If this new Gallup poll is any indication, liberals will soon be able to complain about Speaker John Boehner, and possibly Majority Leader Mitch McConnell:
According to Gallup, this Republican lead is greater than any previous midterm advantage in Gallup's 60-year history of tracking the generic ballot. Barring a miracle, Republicans are very likely to win the House in November, and there's a good chance they'll pick up the Senate, too. In addition to driving President Obama's agenda to the right, GOP gains virtually guarantee a scandal-ridden 112th Congress.
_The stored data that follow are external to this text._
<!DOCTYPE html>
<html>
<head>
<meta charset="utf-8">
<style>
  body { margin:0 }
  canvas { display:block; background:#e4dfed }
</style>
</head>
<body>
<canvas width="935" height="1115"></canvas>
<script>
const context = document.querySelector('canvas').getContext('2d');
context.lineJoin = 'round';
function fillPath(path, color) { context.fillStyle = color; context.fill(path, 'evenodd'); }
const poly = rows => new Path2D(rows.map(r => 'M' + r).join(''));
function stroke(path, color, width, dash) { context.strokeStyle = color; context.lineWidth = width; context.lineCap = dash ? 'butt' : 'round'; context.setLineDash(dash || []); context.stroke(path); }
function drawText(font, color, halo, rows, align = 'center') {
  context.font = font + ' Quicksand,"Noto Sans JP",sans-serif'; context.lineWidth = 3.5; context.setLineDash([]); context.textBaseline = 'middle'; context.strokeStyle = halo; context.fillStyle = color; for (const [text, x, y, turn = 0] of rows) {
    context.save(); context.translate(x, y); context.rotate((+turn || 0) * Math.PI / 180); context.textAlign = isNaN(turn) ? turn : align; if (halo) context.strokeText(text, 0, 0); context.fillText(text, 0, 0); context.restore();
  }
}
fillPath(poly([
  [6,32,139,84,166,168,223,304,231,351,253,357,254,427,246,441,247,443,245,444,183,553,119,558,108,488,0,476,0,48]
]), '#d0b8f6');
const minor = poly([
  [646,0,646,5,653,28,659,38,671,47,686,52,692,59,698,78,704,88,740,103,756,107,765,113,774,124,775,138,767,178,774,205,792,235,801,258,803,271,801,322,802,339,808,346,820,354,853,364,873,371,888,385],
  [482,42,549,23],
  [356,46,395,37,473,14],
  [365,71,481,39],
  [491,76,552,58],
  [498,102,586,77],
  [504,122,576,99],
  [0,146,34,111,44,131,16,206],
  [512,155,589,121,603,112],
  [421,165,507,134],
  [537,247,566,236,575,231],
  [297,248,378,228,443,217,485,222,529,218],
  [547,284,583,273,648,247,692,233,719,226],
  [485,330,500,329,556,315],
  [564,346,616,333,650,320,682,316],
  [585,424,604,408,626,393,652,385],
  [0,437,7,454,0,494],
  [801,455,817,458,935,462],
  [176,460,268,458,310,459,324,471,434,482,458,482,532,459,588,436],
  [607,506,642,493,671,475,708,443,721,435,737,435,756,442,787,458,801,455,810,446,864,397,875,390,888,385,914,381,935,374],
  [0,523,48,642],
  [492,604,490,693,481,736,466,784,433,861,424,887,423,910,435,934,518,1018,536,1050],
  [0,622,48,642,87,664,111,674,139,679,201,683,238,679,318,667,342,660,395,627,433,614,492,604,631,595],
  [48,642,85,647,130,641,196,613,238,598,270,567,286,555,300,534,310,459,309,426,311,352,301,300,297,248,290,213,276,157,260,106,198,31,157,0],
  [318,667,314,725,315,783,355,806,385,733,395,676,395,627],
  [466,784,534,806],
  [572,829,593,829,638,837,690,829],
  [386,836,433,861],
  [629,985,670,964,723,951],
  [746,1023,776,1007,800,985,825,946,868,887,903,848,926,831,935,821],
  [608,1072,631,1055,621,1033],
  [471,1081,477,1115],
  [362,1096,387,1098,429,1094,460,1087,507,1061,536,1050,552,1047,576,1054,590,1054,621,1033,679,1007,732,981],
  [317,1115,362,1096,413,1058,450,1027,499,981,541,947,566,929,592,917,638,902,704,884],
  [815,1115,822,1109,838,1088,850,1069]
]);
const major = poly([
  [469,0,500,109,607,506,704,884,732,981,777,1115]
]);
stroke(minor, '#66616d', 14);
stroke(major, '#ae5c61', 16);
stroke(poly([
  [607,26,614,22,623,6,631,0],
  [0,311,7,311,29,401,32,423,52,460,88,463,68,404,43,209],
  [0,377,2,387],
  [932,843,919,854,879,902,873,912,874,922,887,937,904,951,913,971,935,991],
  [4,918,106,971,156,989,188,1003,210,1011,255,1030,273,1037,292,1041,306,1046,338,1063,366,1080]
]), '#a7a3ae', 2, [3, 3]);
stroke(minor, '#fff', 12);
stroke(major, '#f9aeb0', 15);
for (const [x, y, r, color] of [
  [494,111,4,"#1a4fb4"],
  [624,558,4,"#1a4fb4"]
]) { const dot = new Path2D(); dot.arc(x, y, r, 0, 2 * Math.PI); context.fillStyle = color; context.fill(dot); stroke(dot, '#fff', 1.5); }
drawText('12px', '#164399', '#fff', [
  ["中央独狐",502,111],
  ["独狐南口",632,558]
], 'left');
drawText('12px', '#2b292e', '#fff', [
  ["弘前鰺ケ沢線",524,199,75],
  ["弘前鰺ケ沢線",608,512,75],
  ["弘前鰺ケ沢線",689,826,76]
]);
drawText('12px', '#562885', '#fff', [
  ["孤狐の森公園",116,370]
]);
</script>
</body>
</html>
Earlier this summer, Jonathan Bernstein wondered aloud about the lessons House Republicans drew from the years 1995-2000. Did they see the "scandal and investigate" strategy as a success (in the same way the rejectionist strategy "worked" in 1993-1994), or did they see that period as a failure, since Bill Clinton won an easy re-election, and Republicans lost seats in the 1998 midterm elections. Now that Republicans are about to make huge gains after another successful use of the rejectionist strategy, my guess is that House Republicans intend to give scandal-and-investigate another go. Indeed, last week, Politico reported that "Republicans are planning a wave of committee investigations targeting the White House and Democratic allies if they win back the majority."
At this point, it isn't a matter of "will they investigate," as much as it is a question of "how far will they go?" If House Republicans view 1995-2000 as a success, then we should expect another round of pointless investigations and ridiculous witch hunts.